Celestial Spectator (seperate stanzas)

Poets post their works-in-progress here for crit and commentary. We want poets who are serious about getting their work published.
Post Reply
Message
Author
capricorn
Posts: 382
Joined: 21 Sep 2017, 23:23

Celestial Spectator (seperate stanzas)

#1 Post by capricorn » 29 Mar 2019, 04:04

Celestial Spectator

Intent, I watch you congregate to pay
your last respects, reciting snips of script
like actors from an ill-remembered play,
attired in pious masks. I listen gripped

as timbres swell from favoured hymns I sang,
before a mass of tangles plagued my mind.
I weigh each wilted friendship with a pang
of melancholy. Desolate, I'd pined

for company and watched you pass my street
to pray for me in church. I longed to hear
your laughter, lift me from my window seat;
imprisoned there my life became austere.

Religiously you mouthed my name in prayer;
it’s now too late to demonstrate your care.

--------------------------------------------------------------
St2 L2 was:

before the plaque and tangles scourged my mind.

BobBradshaw
Posts: 2683
Joined: 03 Jun 2016, 21:03

Re: Celestial Spectator

#2 Post by BobBradshaw » 29 Mar 2019, 07:08

This is good. I would break this into 2 stanzas, after cutting this line(which I don’t get):
I sang
before the plaque and tangles scourged my mind.

“tangles scourged my mind” is melodramatic and for me anyway obscure.

Break S1 after “hymns”... think about it.

This is so close

Kenneth2816
Posts: 1619
Joined: 01 Jun 2008, 09:17

Re: Celestial Spectator

#3 Post by Kenneth2816 » 29 Mar 2019, 09:33

Wow. I agree about a stanza break.

capricorn
Posts: 382
Joined: 21 Sep 2017, 23:23

Re: Celestial Spectator

#4 Post by capricorn » 30 Mar 2019, 01:53

BobBradshaw wrote:
29 Mar 2019, 07:08
This is good.
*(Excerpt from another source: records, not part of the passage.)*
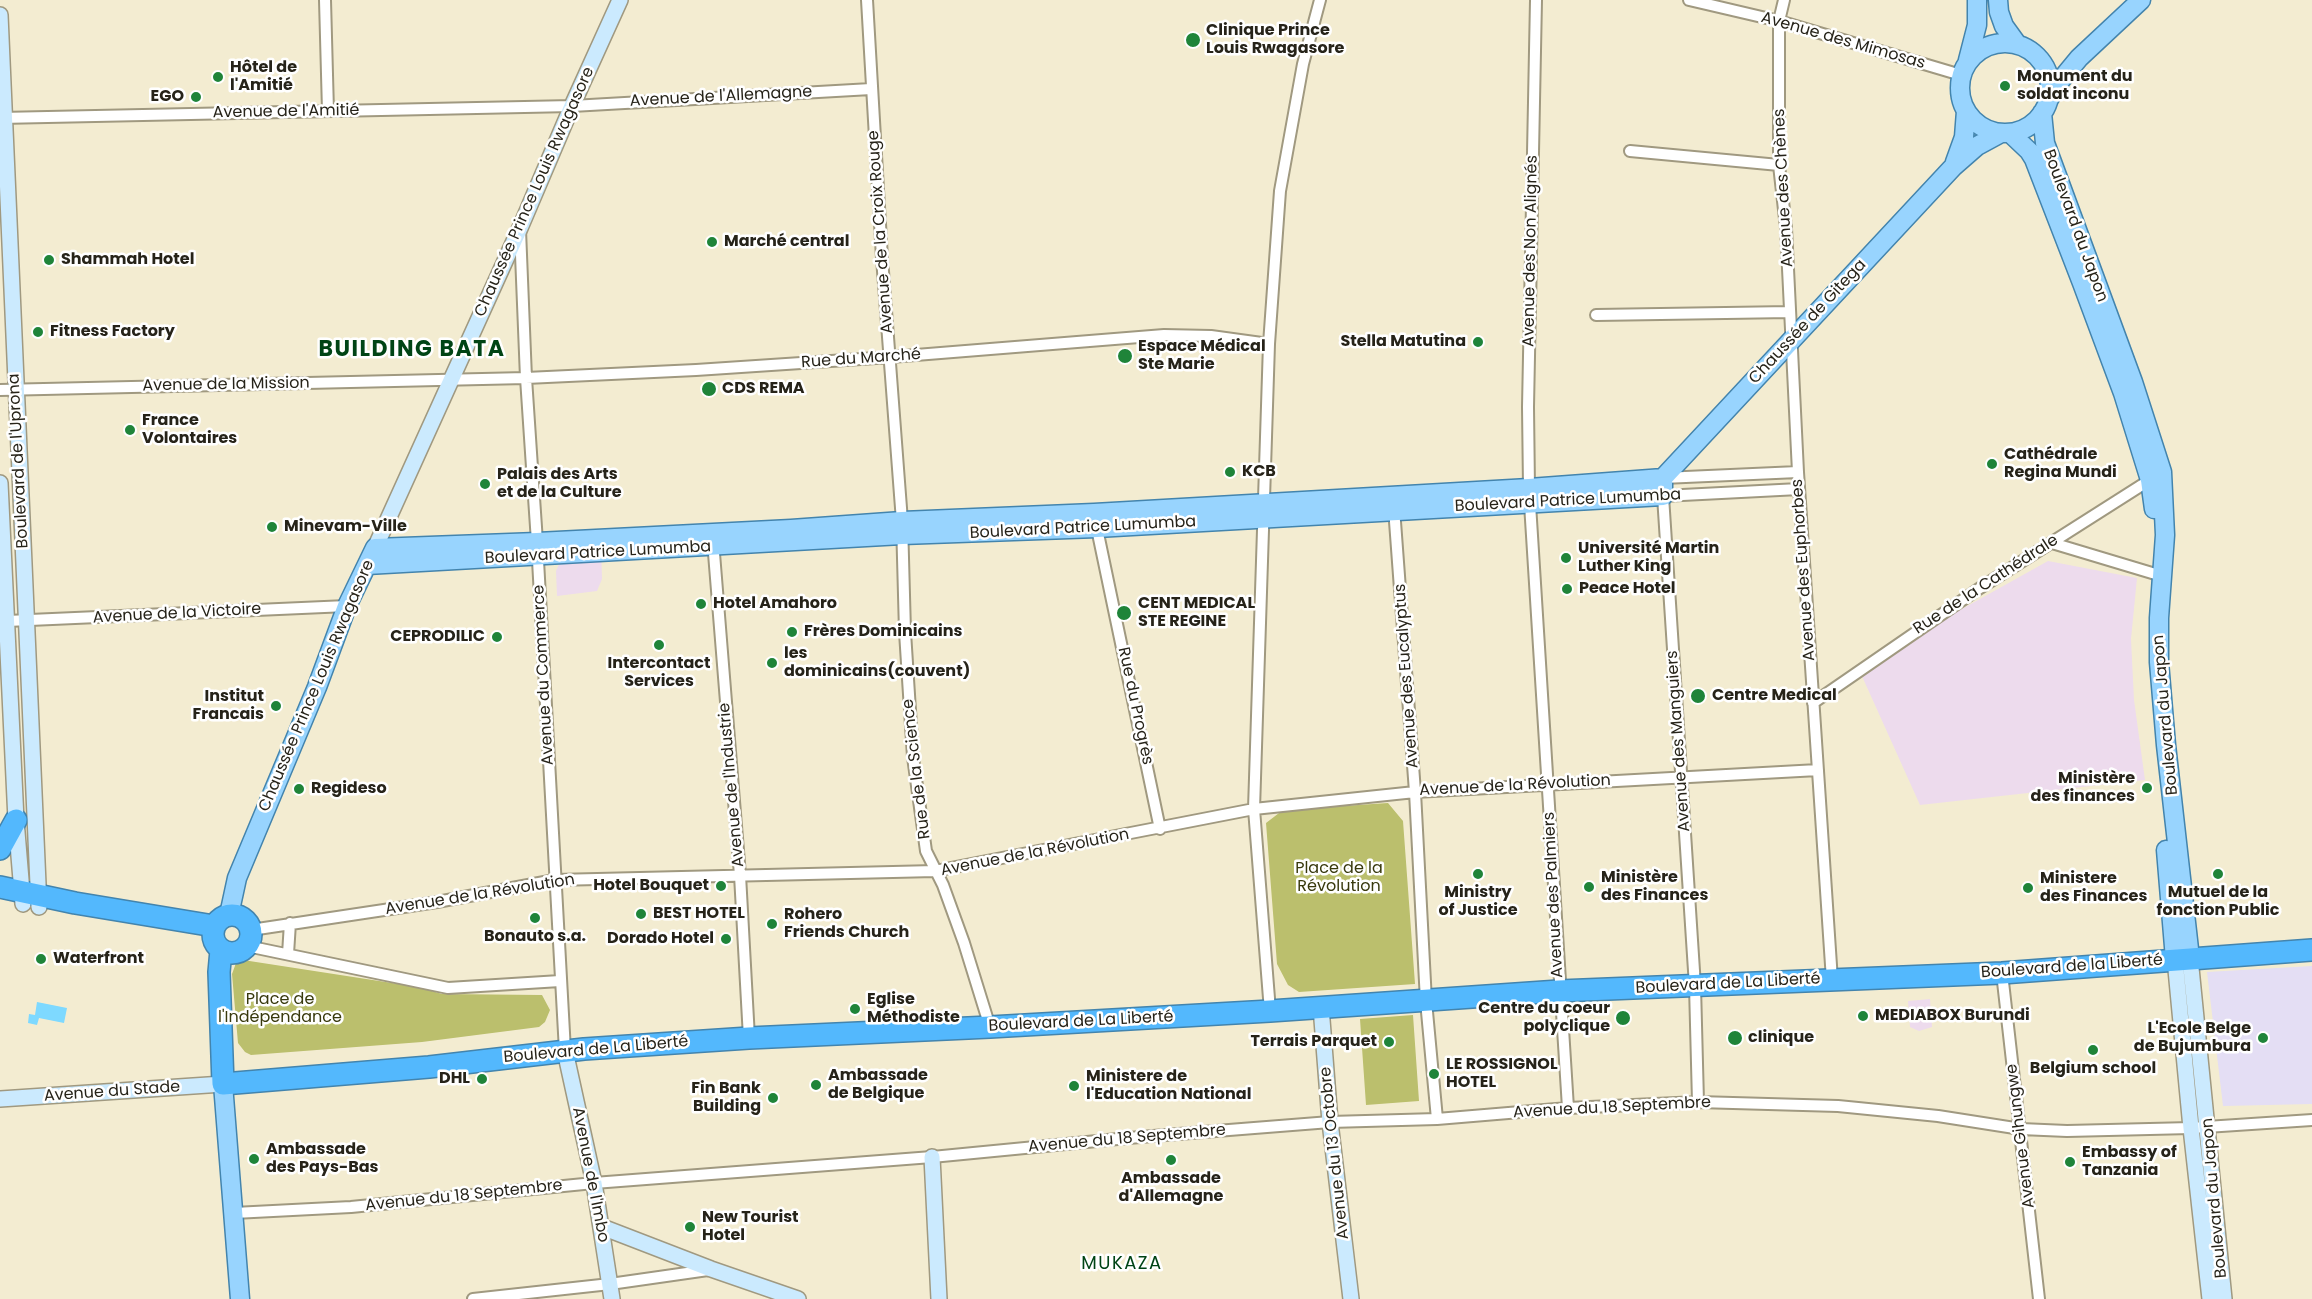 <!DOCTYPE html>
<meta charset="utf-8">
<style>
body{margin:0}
canvas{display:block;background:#f3ecd1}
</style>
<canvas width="2312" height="1299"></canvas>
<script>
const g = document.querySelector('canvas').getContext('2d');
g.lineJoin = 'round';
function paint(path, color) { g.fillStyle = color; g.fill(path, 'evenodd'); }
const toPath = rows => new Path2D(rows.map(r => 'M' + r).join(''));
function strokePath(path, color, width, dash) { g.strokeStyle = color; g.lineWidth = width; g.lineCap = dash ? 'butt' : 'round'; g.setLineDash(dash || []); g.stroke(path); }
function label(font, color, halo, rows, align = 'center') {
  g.font = font + ' Poppins,sans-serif'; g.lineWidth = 5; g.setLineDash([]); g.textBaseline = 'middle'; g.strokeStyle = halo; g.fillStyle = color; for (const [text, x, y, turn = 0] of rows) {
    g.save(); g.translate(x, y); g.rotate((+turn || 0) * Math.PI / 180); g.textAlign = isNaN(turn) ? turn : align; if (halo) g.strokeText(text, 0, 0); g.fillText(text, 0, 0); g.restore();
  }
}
paint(toPath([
 [601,545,602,579,597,591,557,596,556,571,564,553],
 [2048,561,2137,578,2131,639,2134,700,2145,780,1920,805,1861,674,1902,645,1953,614],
 [1930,999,1932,1027,1919,1031,1910,1027,1908,1001]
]), '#eddbed');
paint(toPath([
 [2312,966,2312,1104,2223,1106,2207,972]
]), '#e4def4');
paint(toPath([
 [1388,803,1403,821,1415,984,1299,992,1288,985,1277,964,1266,823,1283,810],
 [243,960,418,987,442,994,542,995,550,1010,545,1022,539,1027,422,1042,251,1055,245,1052,238,1043,232,974,236,963],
 [1413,1015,1419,1101,1366,1105,1360,1019]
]), '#bbbf6d');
paint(toPath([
 [37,1002,67,1008,64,1023,39,1018,37,1025,28,1023,29,1014,35,1015]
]), '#7ed9ff');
const street = toPath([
 [325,0,328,111],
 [867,0,882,258,902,521,905,632,913,757,926,851,943,885,964,943,990,1027],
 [1536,0,1528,407,1529,488,1568,1108],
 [1689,0,1779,21,1961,75],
 [1784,0,1779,21,1779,165,1786,228,1798,472,1832,980],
 [0,118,572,106,871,89],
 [1630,151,1779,165],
 [520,230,526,378,537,542,565,1051],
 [1596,315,1790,312],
 [0,390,526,378,696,370,891,357,1164,335,1211,336,1269,344],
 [1663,478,1798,472],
 [1394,508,1415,792,1426,1001,1437,1119],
 [1096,524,1160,829],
 [713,541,740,875,749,1038],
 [2052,543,2162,576],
 [7,621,347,606],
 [1813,703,1980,588,2153,478],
 [251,930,437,902,555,880,935,871,1254,809,1415,792,1818,770],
 [247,946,448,988,560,981],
 [288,954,290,923],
 [2002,973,2039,1299],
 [1270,1011,1254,809,1269,344,1280,191,1303,64,1320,0],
 [1698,1102,1695,986,1663,496,1799,489],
 [234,1213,351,1207,594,1183,932,1157,1128,1138,1330,1122,1437,1119,1568,1108,1698,1102,1838,1106,1938,1116,2021,1129,2067,1131,2191,1128,2312,1120],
 [473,1299,610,1284,708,1270]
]);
const secondary = toPath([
 [0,15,39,907],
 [0,483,16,820,23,904],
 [375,548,520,228,572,106,620,0],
 [2190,958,2224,1299],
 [2175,959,2191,1128,2210,1299],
 [1321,1007,1330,1122,1351,1299],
 [565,1051,594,1183,612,1299],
 [0,1099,223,1084],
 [932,1157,939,1299],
 [602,1227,711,1269,798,1299]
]);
const primary = toPath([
 [1998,0,1999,12,2004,26,2017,44],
 '1960 88a45 45 0 1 1 90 0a45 45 0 1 1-90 0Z',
 [1968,60,1977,25,1977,0],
 [2049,99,2060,81,2079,58,2141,0],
 [2042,113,2045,143,2133,382,2162,472,2165,535,2159,618,2159,662,2166,745,2190,958],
 [2010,133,2029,151,2034,159,2082,283,2123,393,2150,480,2154,509],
 [1955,162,1964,137,1966,111],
 [1663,478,1953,167,1977,146,2001,133],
 [367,565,902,535,1097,528,1663,496,1663,478],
 [2166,850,2175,959],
 [229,915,237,878,317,687,347,606,375,548,537,542,791,529,902,521,1094,513,1529,488,1663,478],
 [223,1084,240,1299]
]);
const highway = toPath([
 [0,849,16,820],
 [0,887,75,903,214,926],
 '213 934a19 19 0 1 1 38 0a19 19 0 1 1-38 0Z',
 [221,950,219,972,223,1084,429,1067,584,1049,749,1038,990,1027,1270,1011,1559,991,2002,973,2312,950]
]);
strokePath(street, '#a09980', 14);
strokePath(secondary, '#a09980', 18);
strokePath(primary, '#4384ad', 21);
strokePath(highway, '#4384ad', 24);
strokePath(street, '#fff', 10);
strokePath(secondary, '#cbeafe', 15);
strokePath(primary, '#98d4fe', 18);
strokePath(highway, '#53b8fd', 21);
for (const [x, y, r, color] of [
 [1193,40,8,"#1f8439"],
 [218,77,6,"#1f8439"],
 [2005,86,6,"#1f8439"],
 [196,97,6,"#1f8439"],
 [712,242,6,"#1f8439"],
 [49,260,6,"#1f8439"],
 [38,332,6,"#1f8439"],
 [1478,342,6,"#1f8439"],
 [1125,356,8,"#1f8439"],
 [709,389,8,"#1f8439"],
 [130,430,6,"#1f8439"],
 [1992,464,6,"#1f8439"],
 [1230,472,6,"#1f8439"],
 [485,484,6,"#1f8439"],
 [272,527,6,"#1f8439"],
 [1566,558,6,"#1f8439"],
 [1567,589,6,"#1f8439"],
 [701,604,6,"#1f8439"],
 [1124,613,8,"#1f8439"],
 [792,632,6,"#1f8439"],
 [497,637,6,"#1f8439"],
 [659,645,6,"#1f8439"],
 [772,663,6,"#1f8439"],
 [1698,696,8,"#1f8439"],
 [276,706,6,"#1f8439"],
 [2147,788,6,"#1f8439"],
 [299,789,6,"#1f8439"],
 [1478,874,6,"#1f8439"],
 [2218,874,6,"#1f8439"],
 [721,886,6,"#1f8439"],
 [1589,887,6,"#1f8439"],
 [2028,888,6,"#1f8439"],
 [641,914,6,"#1f8439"],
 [535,918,6,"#1f8439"],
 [772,924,6,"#1f8439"],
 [726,939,6,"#1f8439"],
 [41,959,6,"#1f8439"],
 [855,1009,6,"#1f8439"],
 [1863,1016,6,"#1f8439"],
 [1623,1018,8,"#1f8439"],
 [1735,1038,8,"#1f8439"],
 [2263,1038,6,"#1f8439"],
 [1389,1042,6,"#1f8439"],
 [2093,1050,6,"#1f8439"],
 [1434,1074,6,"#1f8439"],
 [482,1079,6,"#1f8439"],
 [816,1085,6,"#1f8439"],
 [1074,1086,6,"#1f8439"],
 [773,1098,6,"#1f8439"],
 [254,1159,6,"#1f8439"],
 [1171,1160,6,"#1f8439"],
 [2070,1162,6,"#1f8439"],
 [690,1227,6,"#1f8439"]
]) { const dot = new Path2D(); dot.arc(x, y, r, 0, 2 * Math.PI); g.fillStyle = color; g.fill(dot); strokePath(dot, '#fff', 2); }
label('bold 16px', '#262319', '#fff', [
 ["Clinique Prince",1206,31],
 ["Louis Rwagasore",1206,49],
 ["Hôtel de",230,68],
 ["l'Amitié",230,86],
 ["Monument du",2017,77],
 ["soldat inconu",2017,95],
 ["EGO",184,97,"right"],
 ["Marché central",724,242],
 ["Shammah Hotel",61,260],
 ["Fitness Factory",50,332],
 ["Stella Matutina",1466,342,"right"],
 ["Espace Médical",1138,347],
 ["Ste Marie",1138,365],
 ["CDS REMA",722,389],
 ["France",142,421],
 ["Volontaires",142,439],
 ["Cathédrale",2004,455],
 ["Regina Mundi",2004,473],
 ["KCB",1242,472],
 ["Palais des Arts",497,475],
 ["et de la Culture",497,493],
 ["Minevam-Ville",284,527],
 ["Université Martin",1578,549],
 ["Luther King",1578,567],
 ["Peace Hotel",1579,589],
 ["Hotel Amahoro",713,604],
 ["CENT MEDICAL",1138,604],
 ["STE REGINE",1138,622],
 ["Frères Dominicains",804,632],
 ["CEPRODILIC",485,637,"right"],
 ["les",784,654],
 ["dominicains(couvent)",784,672],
 ["Intercontact",659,664,"center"],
 ["Services",659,682,"center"],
 ["Centre Medical",1712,696],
 ["Institut",264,697,"right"],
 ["Francais",264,715,"right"],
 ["Ministère",2135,779,"right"],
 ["des finances",2135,797,"right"],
 ["Regideso",311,789],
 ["Ministère",1601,878],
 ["des Finances",1601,896],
 ["Ministere",2040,879],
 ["des Finances",2040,897],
 ["Hotel Bouquet",709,886,"right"],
 ["Ministry",1478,893,"center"],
 ["of Justice",1478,911,"center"],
 ["Mutuel de la",2218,893,"center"],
 ["fonction Public",2218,911,"center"],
 ["BEST HOTEL",653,914],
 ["Rohero",784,915],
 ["Friends Church",784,933],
 ["Bonauto s.a.",535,937,"center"],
 ["Dorado Hotel",714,939,"right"],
 ["Waterfront",53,959],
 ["Eglise",867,1000],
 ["Méthodiste",867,1018],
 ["Centre du coeur",1610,1009,"right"],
 ["polyclique",1610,1027,"right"],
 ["MEDIABOX Burundi",1875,1016],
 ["L'Ecole Belge",2251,1029,"right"],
 ["de Bujumbura",2251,1047,"right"],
 ["clinique",1748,1038],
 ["Terrais Parquet",1377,1042,"right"],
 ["LE ROSSIGNOL",1446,1065],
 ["HOTEL",1446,1083],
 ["Belgium school",2093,1069,"center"],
 ["Ambassade",828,1076],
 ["de Belgique",828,1094],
 ["Ministere de",1086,1077],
 ["l'Education National",1086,1095],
 ["DHL",470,1079,"right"],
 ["Fin Bank",761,1089,"right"],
 ["Building",761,1107,"right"],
 ["Ambassade",266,1150],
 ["des Pays-Bas",266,1168],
 ["Embassy of",2082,1153],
 ["Tanzania",2082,1171],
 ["Ambassade",1171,1179,"center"],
 ["d'Allemagne",1171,1197,"center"],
 ["New Tourist",702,1218],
 ["Hotel",702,1236]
], 'left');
label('16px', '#262319', '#fff', [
 ["Avenue des Mimosas",1843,41,16],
 ["Avenue de l'Allemagne",721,97,-3],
 ["Avenue de l'Amitié",286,112,-1],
 ["Avenue des Chènes",1784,188,-93],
 ["Chaussée Prince Louis Rwagasore",535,192,-66],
 ["Boulevard du Japon",2075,226,70],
 ["Avenue de la Croix Rouge",881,232,-94],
 ["Avenue des Non Alignés",1531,251,-89],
 ["Chaussée de Gitega",1808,322,-47],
 ["Rue du Marché",861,359,-4],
 ["Avenue de la Mission",226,385,-1],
 ["Boulevard de l'Uprona",19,461,-93],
 ["Boulevard Patrice Lumumba",1568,501,-3],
 ["Boulevard Patrice Lumumba",1083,528,-3],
 ["Boulevard Patrice Lumumba",598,553,-3],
 ["Avenue des Euphorbes",1804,570,-94],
 ["Rue de la Cathédrale",1986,585,-33],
 ["Avenue de la Victoire",177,614,-3],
 ["Avenue du Commerce",544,675,-93],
 ["Avenue des Eucalyptus",1407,676,-94],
 ["Chaussée Prince Louis Rwagasore",317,686,-67],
 ["Rue du Progrès",1135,706,78],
 ["Boulevard du Japon",2166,715,-95],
 ["Avenue des Manguiers",1679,741,-94],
 ["Rue de la Science",917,769,-97],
 ["Avenue de l'Industrie",732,785,-95],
 ["Avenue de la Révolution",1515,786,-3],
 ["Avenue de la Révolution",1035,853,-11],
 ["Avenue de la Révolution",480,895,-9],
 ["Avenue des Palmiers",1554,895,-93],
 ["Boulevard de la Liberté",2072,967,-4],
 ["Boulevard de La Liberté",1728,984,-3],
 ["Boulevard de La Liberté",1081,1022,-3],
 ["Boulevard de La Liberté",596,1050,-5],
 ["Avenue du Stade",112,1092,-4],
 ["Avenue du 18 Septembre",1612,1108,-3],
 ["Avenue Gihungwe",2021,1136,-97],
 ["Avenue du 18 Septembre",1127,1139,-5],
 ["Avenue du 13 Octobre",1335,1153,-96],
 ["Avenue de l'Imbo",590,1175,79],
 ["Avenue du 18 Septembre",464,1196,-6],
 ["Boulevard du Japon",2215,1198,-95]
]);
label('16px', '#38390d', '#fff', [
 ["Place de la",1339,869],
 ["Révolution",1339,887],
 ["Place de",280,1000],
 ["l'Indépendance",280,1018]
]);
g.letterSpacing = '1.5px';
label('18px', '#004415', '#fff', [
 ["MUKAZA",1122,1264]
]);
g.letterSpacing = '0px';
g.letterSpacing = '1.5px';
label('bold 22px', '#004415', '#fff', [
 ["BUILDING BATA",412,350]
]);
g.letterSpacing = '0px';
</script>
I would break this into 2 stanzas, after cutting this line(which I don’t get):
I sang
before the plaque and tangles scourged my mind.

“tangles scourged my mind” is melodramatic and for me anyway obscure.

Break S1 after “hymns”... think about it.

This is so close
Thanks Bob,

As this is written in sonnet form, I have to be careful where I break stanzas - and I certainly can't break after 'hymns' as that is not the end of a line, so I have broken this into quatrains and a final couplet.

'plaque and tangles' - when they do an MRI to diagnose Alzheimer's/dementia, they look for ‘Plaques and Tangles’ in the brain. It’s a big sign of the Illness.My meaning is that she listened to the favourite hymns she sang, before she developed Alzheimer's.

I cannot remove any lines as it would ruin the sonnet form, but I can change the line. I'll think on it.

Eira

capricorn
Posts: 382
Joined: 21 Sep 2017, 23:23

Re: Celestial Spectator

#5 Post by capricorn » 30 Mar 2019, 01:54

Kenneth2816 wrote:
29 Mar 2019, 09:33
Wow. I agree about a stanza break.
I've broken this into a few stanzas, Ken. Explanation given above to Bob.